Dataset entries
________________________

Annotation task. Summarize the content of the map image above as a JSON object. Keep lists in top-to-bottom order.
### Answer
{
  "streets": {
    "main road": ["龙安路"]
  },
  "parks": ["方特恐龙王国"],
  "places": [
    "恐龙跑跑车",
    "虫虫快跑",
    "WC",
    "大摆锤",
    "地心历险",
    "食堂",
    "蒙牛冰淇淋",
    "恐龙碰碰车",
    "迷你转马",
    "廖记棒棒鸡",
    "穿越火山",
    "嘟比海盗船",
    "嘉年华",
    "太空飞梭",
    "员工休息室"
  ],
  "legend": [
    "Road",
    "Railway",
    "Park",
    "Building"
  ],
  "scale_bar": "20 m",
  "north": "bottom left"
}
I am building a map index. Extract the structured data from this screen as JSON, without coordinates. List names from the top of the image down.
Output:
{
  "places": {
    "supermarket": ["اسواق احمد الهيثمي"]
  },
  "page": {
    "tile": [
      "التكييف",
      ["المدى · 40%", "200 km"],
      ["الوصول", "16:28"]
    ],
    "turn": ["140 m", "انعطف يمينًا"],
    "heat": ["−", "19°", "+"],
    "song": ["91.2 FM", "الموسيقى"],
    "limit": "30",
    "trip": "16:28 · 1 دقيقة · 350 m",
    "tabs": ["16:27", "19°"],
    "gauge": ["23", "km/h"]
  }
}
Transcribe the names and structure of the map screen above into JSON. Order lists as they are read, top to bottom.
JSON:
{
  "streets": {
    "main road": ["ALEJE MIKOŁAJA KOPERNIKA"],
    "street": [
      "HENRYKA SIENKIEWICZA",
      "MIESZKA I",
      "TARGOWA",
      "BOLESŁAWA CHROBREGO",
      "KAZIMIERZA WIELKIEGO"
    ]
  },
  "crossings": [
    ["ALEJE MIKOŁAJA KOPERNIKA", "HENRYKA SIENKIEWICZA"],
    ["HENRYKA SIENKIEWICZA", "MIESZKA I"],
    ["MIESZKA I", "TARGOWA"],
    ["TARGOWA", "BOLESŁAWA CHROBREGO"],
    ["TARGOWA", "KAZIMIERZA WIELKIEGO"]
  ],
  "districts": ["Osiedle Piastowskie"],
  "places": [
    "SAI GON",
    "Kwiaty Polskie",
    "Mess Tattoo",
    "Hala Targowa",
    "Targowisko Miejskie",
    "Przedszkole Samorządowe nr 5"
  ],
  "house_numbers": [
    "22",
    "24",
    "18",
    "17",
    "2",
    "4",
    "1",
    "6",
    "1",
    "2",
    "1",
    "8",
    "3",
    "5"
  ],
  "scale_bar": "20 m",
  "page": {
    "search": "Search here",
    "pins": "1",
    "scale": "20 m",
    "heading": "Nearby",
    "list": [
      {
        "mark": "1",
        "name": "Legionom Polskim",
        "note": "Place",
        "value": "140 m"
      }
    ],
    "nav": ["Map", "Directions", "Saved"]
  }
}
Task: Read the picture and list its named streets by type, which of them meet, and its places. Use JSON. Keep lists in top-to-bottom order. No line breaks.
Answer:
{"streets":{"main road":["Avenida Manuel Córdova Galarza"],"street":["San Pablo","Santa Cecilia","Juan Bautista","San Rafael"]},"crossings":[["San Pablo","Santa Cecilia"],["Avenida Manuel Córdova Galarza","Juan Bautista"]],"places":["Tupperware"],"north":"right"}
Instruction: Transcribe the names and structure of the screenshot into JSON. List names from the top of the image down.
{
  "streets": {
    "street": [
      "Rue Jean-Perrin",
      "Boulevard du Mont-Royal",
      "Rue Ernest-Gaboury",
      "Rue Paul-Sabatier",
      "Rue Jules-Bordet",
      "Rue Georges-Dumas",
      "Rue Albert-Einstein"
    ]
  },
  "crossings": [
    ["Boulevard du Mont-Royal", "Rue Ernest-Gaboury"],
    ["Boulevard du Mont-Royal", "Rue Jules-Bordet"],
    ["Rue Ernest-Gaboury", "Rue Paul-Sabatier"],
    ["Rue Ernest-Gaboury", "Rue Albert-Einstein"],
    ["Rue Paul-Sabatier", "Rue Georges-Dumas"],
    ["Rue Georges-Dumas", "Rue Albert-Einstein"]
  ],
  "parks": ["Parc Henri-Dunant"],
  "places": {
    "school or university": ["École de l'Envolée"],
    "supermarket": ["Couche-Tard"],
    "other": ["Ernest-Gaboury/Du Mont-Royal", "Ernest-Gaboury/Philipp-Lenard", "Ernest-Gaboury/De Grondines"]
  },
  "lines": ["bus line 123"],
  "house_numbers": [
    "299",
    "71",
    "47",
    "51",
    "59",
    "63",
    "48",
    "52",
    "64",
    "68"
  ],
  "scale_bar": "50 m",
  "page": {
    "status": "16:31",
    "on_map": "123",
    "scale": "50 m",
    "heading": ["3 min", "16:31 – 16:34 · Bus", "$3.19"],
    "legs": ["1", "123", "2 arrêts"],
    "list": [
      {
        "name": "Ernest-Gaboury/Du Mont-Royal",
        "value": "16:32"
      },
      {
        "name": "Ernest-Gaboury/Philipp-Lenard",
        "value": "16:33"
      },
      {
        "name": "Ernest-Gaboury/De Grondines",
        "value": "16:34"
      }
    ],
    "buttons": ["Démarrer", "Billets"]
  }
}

________________________

- EXERCISE DESCRIPTION: What's needed is an exact copy of every entry.

- ANSWER SPACE:
Annotation task. Summarize the content of the map image above as a JSON object. Keep lists in top-to-bottom order.
### Answer
{
  "streets": {
    "main road": ["龙安路"]
  },
  "parks": ["方特恐龙王国"],
  "places": [
    "恐龙跑跑车",
    "虫虫快跑",
    "WC",
    "大摆锤",
    "地心历险",
    "食堂",
    "蒙牛冰淇淋",
    "恐龙碰碰车",
    "迷你转马",
    "廖记棒棒鸡",
    "穿越火山",
    "嘟比海盗船",
    "嘉年华",
    "太空飞梭",
    "员工休息室"
  ],
  "legend": [
    "Road",
    "Railway",
    "Park",
    "Building"
  ],
  "scale_bar": "20 m",
  "north": "bottom left"
}
I am building a map index. Extract the structured data from this screen as JSON, without coordinates. List names from the top of the image down.
Output:
{
  "places": {
    "supermarket": ["اسواق احمد الهيثمي"]
  },
  "page": {
    "tile": [
      "التكييف",
      ["المدى · 40%", "200 km"],
      ["الوصول", "16:28"]
    ],
    "turn": ["140 m", "انعطف يمينًا"],
    "heat": ["−", "19°", "+"],
    "song": ["91.2 FM", "الموسيقى"],
    "limit": "30",
    "trip": "16:28 · 1 دقيقة · 350 m",
    "tabs": ["16:27", "19°"],
    "gauge": ["23", "km/h"]
  }
}
Transcribe the names and structure of the map screen above into JSON. Order lists as they are read, top to bottom.
JSON:
{
  "streets": {
    "main road": ["ALEJE MIKOŁAJA KOPERNIKA"],
    "street": [
      "HENRYKA SIENKIEWICZA",
      "MIESZKA I",
      "TARGOWA",
      "BOLESŁAWA CHROBREGO",
      "KAZIMIERZA WIELKIEGO"
    ]
  },
  "crossings": [
    ["ALEJE MIKOŁAJA KOPERNIKA", "HENRYKA SIENKIEWICZA"],
    ["HENRYKA SIENKIEWICZA", "MIESZKA I"],
    ["MIESZKA I", "TARGOWA"],
    ["TARGOWA", "BOLESŁAWA CHROBREGO"],
    ["TARGOWA", "KAZIMIERZA WIELKIEGO"]
  ],
  "districts": ["Osiedle Piastowskie"],
  "places": [
    "SAI GON",
    "Kwiaty Polskie",
    "Mess Tattoo",
    "Hala Targowa",
    "Targowisko Miejskie",
    "Przedszkole Samorządowe nr 5"
  ],
  "house_numbers": [
    "22",
    "24",
    "18",
    "17",
    "2",
    "4",
    "1",
    "6",
    "1",
    "2",
    "1",
    "8",
    "3",
    "5"
  ],
  "scale_bar": "20 m",
  "page": {
    "search": "Search here",
    "pins": "1",
    "scale": "20 m",
    "heading": "Nearby",
    "list": [
      {
        "mark": "1",
        "name": "Legionom Polskim",
        "note": "Place",
        "value": "140 m"
      }
    ],
    "nav": ["Map", "Directions", "Saved"]
  }
}
Task: Read the picture and list its named streets by type, which of them meet, and its places. Use JSON. Keep lists in top-to-bottom order. No line breaks.
Answer:
{"streets":{"main road":["Avenida Manuel Córdova Galarza"],"street":["San Pablo","Santa Cecilia","Juan Bautista","San Rafael"]},"crossings":[["San Pablo","Santa Cecilia"],["Avenida Manuel Córdova Galarza","Juan Bautista"]],"places":["Tupperware"],"north":"right"}
Instruction: Transcribe the names and structure of the screenshot into JSON. List names from the top of the image down.
{
  "streets": {
    "street": [
      "Rue Jean-Perrin",
      "Boulevard du Mont-Royal",
      "Rue Ernest-Gaboury",
      "Rue Paul-Sabatier",
      "Rue Jules-Bordet",
      "Rue Georges-Dumas",
      "Rue Albert-Einstein"
    ]
  },
  "crossings": [
    ["Boulevard du Mont-Royal", "Rue Ernest-Gaboury"],
    ["Boulevard du Mont-Royal", "Rue Jules-Bordet"],
    ["Rue Ernest-Gaboury", "Rue Paul-Sabatier"],
    ["Rue Ernest-Gaboury", "Rue Albert-Einstein"],
    ["Rue Paul-Sabatier", "Rue Georges-Dumas"],
    ["Rue Georges-Dumas", "Rue Albert-Einstein"]
  ],
  "parks": ["Parc Henri-Dunant"],
  "places": {
    "school or university": ["École de l'Envolée"],
    "supermarket": ["Couche-Tard"],
    "other": ["Ernest-Gaboury/Du Mont-Royal", "Ernest-Gaboury/Philipp-Lenard", "Ernest-Gaboury/De Grondines"]
  },
  "lines": ["bus line 123"],
  "house_numbers": [
    "299",
    "71",
    "47",
    "51",
    "59",
    "63",
    "48",
    "52",
    "64",
    "68"
  ],
  "scale_bar": "50 m",
  "page": {
    "status": "16:31",
    "on_map": "123",
    "scale": "50 m",
    "heading": ["3 min", "16:31 – 16:34 · Bus", "$3.19"],
    "legs": ["1", "123", "2 arrêts"],
    "list": [
      {
        "name": "Ernest-Gaboury/Du Mont-Royal",
        "value": "16:32"
      },
      {
        "name": "Ernest-Gaboury/Philipp-Lenard",
        "value": "16:33"
      },
      {
        "name": "Ernest-Gaboury/De Grondines",
        "value": "16:34"
      }
    ],
    "buttons": ["Démarrer", "Billets"]
  }
}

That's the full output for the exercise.